Aurora looks to future of libraries
Five words will be particularly significant in the library of the future, an assistant professor in the School of Library and Information Science told roughly 70 community and Aurora Public Library leaders.
Michael Stephens of San Jose State University told officials those words are community, creativity, collaboration, curiosity and connectivity.
Stephens spoke Dec. 7 in a library-sponsored presentation at the Hampton Inn and Suites on Aurora's far west side to a group that included Mayor Tom Weisner; aldermen Abby Schuler, Lynda Elmore and Rick Mervine; representatives from city government, school districts, the library's Citizens Advisory Group; and library representatives including Director Eva Luckinbill and board President Jeffry Butler.
After Stephens' presentation, attendees participated in round-table discussions that sparked feedback about the technological needs of a new Aurora Public Library.
Land for a new main library has been purchased at the corner of River and Benton streets in downtown and the library board is embarking on the design phase of a larger, state-of-the-art building.
Stephens' research focuses on the use of emerging technologies in libraries. He writes a monthly column in Library Journal that explores issues, ideas, and emerging trends in library and information science education. Stephens has spoken about emerging technologies, innovation, and libraries to audiences in more than 26 states and in five countries.
Stephens said he was well aware there are those who feel that because of the Internet, libraries have served their purpose and no longer are needed.
But he noted that in its early days, the telephone "freaked people out" because they feared face-to-face interaction would cease. But the telephone was just like other new gadgets and devices that have surfaced through the years, he said: "People get used to them."
Stephens addressed the challenge of how one "designs a library when print books are no longer its core business."
He answered the challenge with an observation: "The core values of librarianship have stayed the same, but the tools are constantly changing."
"In public libraries, I don't think books will go away for a long, long time, although academic libraries are getting rid of them now," he said.
He sees libraries continuing on as places for literacy and learning; "connected learning spaces, if you will," he said.
He also sees librarians continuing in the role of helping people find and take care of data, except they may soon be in the business of the curating and stewardship of geospatial information.
Stephens also envisions the library as being the go-to place for the public to learn about existing and emerging technologies. He envisions "genius bars" where people can bring their electronic gadgets and learn to use them.
Like other libraries around the world, Aurora Public Library locations help people transfer e-books onto their devices every day.
He also touted the importance of libraries' teen spaces, saying that "what starts there will be everywhere."

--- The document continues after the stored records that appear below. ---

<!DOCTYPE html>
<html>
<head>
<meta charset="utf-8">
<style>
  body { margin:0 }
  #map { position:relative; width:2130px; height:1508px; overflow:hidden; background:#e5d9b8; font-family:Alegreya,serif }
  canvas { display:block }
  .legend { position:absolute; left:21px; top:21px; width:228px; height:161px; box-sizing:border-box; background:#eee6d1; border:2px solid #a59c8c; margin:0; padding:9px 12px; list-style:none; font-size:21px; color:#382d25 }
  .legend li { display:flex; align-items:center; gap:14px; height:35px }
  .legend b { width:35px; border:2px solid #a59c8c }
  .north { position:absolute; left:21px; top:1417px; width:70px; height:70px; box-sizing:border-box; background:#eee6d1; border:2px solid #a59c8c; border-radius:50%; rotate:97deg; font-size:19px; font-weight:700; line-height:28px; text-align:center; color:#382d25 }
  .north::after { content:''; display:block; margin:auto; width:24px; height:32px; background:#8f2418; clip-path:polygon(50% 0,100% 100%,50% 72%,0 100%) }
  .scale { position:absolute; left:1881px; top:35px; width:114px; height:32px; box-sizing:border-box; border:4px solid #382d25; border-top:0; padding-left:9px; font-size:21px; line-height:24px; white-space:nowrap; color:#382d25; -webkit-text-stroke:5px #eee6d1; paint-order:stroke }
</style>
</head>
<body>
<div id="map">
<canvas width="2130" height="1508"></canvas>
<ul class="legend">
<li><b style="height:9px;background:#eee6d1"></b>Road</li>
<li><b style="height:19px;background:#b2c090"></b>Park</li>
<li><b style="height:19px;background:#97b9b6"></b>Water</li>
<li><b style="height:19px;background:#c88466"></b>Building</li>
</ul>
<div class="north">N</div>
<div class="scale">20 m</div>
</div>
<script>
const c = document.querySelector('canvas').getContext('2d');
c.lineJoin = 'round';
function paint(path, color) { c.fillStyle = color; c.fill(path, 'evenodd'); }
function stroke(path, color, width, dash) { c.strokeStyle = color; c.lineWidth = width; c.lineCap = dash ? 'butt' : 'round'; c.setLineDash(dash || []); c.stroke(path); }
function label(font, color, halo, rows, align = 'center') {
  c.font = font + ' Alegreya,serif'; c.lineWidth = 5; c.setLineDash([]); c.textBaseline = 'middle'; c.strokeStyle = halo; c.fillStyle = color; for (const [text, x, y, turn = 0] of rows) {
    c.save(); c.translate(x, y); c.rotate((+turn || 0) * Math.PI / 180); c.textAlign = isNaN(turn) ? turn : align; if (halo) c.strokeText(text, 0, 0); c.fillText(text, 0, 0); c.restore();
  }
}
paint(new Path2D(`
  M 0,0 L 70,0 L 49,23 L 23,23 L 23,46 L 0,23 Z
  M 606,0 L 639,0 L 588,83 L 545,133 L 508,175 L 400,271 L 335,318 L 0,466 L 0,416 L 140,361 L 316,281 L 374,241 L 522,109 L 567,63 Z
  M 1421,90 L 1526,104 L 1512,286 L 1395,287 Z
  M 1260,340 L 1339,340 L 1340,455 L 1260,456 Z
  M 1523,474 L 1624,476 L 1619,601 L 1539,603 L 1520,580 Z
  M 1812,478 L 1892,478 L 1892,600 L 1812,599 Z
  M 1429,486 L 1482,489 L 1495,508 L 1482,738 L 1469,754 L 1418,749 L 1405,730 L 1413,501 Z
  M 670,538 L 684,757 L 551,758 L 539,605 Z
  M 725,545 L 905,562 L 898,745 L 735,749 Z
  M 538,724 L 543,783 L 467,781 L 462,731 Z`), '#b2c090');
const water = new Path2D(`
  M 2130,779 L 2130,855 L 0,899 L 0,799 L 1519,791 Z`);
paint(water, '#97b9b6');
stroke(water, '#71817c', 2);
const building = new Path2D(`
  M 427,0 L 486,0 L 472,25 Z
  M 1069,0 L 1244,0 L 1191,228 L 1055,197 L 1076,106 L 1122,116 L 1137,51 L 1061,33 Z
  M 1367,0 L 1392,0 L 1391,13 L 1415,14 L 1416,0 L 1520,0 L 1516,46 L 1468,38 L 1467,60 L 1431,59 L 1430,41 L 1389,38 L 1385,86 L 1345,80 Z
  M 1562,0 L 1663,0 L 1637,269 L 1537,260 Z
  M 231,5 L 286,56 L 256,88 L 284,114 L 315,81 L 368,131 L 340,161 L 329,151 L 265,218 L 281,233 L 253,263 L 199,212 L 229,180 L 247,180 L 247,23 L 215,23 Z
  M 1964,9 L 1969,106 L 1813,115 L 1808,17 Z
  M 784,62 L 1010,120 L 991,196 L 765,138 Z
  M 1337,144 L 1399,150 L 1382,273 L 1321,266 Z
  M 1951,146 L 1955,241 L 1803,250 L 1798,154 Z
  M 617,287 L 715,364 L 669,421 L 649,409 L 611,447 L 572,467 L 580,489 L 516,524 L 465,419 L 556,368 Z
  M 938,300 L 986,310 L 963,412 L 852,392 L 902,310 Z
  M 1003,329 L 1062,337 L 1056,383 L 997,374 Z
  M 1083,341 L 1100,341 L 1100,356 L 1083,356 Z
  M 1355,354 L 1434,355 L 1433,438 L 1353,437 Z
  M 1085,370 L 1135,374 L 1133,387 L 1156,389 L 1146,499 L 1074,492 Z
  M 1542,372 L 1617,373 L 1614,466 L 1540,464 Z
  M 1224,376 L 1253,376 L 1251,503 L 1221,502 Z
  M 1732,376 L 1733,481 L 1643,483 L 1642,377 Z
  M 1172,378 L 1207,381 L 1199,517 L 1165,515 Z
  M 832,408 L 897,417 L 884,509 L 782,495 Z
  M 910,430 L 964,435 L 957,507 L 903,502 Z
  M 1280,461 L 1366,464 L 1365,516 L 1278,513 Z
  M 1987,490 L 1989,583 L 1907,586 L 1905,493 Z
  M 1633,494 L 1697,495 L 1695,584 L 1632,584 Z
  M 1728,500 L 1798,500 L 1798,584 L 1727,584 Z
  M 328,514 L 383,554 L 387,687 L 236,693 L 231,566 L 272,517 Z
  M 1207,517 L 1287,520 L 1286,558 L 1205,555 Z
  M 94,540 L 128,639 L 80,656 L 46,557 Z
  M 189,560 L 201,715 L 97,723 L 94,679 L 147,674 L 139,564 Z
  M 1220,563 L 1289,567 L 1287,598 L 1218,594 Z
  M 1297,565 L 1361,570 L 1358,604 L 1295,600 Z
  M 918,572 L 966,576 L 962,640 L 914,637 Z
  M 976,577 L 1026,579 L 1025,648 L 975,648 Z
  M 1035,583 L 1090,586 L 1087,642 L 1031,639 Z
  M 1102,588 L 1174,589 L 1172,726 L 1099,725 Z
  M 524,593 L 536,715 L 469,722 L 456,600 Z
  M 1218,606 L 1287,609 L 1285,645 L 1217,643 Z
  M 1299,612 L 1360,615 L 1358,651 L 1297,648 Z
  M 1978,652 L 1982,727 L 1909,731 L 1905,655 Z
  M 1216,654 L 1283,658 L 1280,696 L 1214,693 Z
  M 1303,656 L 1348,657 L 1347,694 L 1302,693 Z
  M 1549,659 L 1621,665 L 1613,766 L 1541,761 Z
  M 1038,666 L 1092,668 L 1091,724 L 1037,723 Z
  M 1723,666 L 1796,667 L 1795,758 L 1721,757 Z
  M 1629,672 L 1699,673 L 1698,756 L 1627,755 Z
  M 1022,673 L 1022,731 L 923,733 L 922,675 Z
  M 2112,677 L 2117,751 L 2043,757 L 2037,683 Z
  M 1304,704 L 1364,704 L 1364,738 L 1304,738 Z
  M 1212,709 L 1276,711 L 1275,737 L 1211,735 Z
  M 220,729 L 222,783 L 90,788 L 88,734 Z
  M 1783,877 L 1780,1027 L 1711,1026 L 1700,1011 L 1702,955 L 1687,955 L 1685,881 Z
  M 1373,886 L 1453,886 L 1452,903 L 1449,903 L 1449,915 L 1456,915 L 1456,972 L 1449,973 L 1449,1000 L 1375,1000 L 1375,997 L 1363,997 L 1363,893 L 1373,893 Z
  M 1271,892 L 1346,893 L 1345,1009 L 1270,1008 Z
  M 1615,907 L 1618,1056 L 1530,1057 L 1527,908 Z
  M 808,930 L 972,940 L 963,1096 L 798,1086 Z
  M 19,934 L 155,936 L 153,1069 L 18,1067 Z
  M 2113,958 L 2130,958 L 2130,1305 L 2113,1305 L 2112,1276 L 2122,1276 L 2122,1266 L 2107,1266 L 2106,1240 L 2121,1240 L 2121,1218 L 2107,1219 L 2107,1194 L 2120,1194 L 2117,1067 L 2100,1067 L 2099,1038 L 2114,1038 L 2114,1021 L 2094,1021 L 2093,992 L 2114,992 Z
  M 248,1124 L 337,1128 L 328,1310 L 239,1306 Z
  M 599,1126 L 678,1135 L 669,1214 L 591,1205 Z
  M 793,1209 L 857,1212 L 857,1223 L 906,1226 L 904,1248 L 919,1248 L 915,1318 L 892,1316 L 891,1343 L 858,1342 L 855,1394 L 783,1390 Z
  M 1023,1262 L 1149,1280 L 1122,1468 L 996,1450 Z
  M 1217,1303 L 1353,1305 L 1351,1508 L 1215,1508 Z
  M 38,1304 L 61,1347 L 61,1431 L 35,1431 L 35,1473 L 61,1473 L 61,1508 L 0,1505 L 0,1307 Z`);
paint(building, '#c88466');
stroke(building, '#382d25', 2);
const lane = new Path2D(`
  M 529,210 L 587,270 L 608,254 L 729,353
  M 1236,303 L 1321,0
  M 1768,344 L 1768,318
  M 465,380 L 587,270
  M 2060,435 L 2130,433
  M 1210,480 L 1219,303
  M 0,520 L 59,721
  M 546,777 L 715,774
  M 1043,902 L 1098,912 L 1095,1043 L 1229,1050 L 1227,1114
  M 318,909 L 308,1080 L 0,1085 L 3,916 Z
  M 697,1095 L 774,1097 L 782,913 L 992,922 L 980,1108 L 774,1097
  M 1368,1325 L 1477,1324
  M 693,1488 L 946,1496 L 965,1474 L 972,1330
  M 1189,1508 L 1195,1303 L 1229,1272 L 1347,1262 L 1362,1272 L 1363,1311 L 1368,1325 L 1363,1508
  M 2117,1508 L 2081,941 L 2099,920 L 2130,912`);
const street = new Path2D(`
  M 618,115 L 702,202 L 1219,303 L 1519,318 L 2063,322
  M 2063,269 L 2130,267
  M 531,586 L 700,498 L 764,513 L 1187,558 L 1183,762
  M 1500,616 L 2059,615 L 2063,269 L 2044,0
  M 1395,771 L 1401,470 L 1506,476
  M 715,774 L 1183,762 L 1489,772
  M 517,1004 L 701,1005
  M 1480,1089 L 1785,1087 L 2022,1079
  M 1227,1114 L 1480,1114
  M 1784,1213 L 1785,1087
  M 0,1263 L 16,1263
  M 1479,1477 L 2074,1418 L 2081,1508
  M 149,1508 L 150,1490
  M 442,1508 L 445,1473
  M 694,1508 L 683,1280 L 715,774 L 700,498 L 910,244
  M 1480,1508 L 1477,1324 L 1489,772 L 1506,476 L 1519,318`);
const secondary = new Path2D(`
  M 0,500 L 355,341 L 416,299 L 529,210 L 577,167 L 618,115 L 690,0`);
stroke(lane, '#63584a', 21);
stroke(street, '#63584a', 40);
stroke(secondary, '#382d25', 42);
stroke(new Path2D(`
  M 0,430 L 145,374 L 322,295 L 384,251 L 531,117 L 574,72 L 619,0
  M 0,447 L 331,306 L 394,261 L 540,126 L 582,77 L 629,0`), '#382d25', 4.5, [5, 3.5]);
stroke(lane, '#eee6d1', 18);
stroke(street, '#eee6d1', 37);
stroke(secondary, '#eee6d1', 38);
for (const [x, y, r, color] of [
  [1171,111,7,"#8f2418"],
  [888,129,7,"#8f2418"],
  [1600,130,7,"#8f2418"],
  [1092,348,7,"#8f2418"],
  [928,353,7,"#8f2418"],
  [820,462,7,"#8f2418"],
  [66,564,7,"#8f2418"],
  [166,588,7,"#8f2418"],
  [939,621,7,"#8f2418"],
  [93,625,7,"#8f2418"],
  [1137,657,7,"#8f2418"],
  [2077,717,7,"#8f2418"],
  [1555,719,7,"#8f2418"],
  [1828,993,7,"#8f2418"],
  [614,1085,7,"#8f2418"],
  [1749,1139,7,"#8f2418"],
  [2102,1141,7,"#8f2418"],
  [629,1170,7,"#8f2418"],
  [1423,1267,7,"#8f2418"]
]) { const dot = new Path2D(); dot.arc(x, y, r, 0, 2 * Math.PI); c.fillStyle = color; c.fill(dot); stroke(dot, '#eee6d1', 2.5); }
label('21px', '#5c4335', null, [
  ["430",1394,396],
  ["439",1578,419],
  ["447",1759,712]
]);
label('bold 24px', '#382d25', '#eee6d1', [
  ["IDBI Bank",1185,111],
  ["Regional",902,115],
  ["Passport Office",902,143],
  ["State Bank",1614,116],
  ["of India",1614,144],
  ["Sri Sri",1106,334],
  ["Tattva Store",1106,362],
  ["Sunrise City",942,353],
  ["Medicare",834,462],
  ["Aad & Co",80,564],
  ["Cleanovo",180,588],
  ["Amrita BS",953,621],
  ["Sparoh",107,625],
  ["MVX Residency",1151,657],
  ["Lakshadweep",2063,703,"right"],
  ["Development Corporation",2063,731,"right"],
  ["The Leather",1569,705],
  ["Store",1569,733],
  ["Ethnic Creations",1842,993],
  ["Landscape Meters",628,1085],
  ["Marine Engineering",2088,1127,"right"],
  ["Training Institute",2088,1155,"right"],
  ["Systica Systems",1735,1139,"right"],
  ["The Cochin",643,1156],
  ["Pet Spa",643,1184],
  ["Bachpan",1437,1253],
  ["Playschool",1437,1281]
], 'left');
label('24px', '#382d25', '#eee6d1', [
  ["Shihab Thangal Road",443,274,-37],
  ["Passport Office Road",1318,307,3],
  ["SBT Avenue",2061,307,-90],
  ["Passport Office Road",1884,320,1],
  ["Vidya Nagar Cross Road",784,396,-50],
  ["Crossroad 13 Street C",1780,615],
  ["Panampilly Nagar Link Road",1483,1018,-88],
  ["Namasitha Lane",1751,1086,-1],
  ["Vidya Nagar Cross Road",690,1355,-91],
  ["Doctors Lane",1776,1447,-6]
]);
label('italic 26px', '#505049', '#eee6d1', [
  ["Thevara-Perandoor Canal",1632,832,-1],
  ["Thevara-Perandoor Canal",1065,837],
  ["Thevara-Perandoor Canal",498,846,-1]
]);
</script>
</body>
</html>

Audience members who participated in the roundtables listed a number of things they would like to see in the new Aurora Public Library. Among them were:
• an imagination/creative lab;
• genius bar;
• programs that reach out to all age groups;
• interconnection with school and university libraries;
• movable walls;
• physical data storage;
• soundproof performance room;
• community garden;
• roaming librarians (in the library and throughout the community);
• and SMART Boards all over.
One group said its members' goal for a future Aurora Public Library is that it be the "guardian of the community memory."